La Corée du Sud se tourne vers la Chine face à la menace nucléaire nord-coréenne

En ce début d’année, le dossier du programme nucléaire nord‑coréen revient sous les projecteurs après une déclaration marquante du président sud‑coréen Lee Jae‑myung. Selon Le Monde, à l’issue de sa visite en Chine, il a exprimé vouloir que Pékin joue un rôle de médiateur pour freiner les tensions sur la péninsule. Annoncée à Shanghai le 7 janvier, cette prise de position intervient dans un climat régional tendu.

Sur place en Chine : ce qu’il a demandé

Le voyage de Lee Jae‑myung en Chine n’était pas une simple visite protocolaire. En rencontrant Xi Jinping à Pékin, il est devenu le premier dirigeant sud‑coréen à se rendre dans la capitale chinoise en six ans. Il a demandé explicitement à la Chine de transmettre son message de médiation à Kim Jong‑un, appelant à un gel du programme nucléaire nord‑coréen. Cette communication directe traduit l’urgence ressentie, d’autant qu’une poignée de jours avant la rencontre, Pyongyang avait tiré deux missiles balistiques dans la mer du Japon.

La proposition de Lee repose sur l’idée d’un gel du programme nucléaire en échange d’une « compensation ». Il a été très précis sur ce qui était attendu :

  • Pas de production supplémentaire d’armes nucléaires,
  • pas de transfert de matières nucléaires à l’étranger et
  • pas de développement supplémentaire de missiles balistiques intercontinentaux.

Selon Lee Jae‑myung, il y aurait un accord de principe avec Pékin sur ces objectifs pour contrer la menace nucléaire.

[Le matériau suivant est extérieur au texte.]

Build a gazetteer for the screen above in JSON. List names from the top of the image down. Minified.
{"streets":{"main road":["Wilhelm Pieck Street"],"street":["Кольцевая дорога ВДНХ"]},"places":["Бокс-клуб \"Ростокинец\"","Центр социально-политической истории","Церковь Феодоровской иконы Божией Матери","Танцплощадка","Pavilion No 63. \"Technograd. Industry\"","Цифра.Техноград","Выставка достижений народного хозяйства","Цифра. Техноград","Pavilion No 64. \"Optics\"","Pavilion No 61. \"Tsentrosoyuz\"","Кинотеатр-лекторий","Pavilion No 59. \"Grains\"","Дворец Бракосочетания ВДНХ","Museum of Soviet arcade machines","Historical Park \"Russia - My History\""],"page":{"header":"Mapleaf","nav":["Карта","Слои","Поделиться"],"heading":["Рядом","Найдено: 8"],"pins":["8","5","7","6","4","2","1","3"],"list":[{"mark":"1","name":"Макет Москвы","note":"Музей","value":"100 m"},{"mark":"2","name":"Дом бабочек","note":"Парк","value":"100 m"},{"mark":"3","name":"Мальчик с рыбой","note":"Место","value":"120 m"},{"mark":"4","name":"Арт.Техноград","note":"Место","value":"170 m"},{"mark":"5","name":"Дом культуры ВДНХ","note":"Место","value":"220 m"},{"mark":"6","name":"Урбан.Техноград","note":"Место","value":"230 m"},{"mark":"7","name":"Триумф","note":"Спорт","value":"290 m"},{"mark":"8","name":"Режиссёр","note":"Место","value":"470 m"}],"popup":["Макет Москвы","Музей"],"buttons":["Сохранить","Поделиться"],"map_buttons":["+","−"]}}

Ses mots : « à long terme, nous ne devons pas renoncer à l’objectif d’une péninsule coréenne dénucléarisée » montrent une détermination persistante malgré les difficultés possibles.

La Chine appelée à faire le médiateur

La réponse chinoise, via Mao Ning, porte‑parole du ministère des Affaires étrangères, a été claire. Selon elle, « Il est dans l’intérêt commun de toutes les parties de maintenir la paix et la stabilité dans la péninsule. La Chine continuera à sa façon de jouer un rôle constructif à cette fin. » Xi Jinping a enjoint la Corée du Sud à faire preuve de « patience » envers son voisin du nord, marquant la ligne diplomatique prudente que la Chine défend. Cette approche vise à éviter une montée des tensions en privilégiant le dialogue plutôt que l’isolement.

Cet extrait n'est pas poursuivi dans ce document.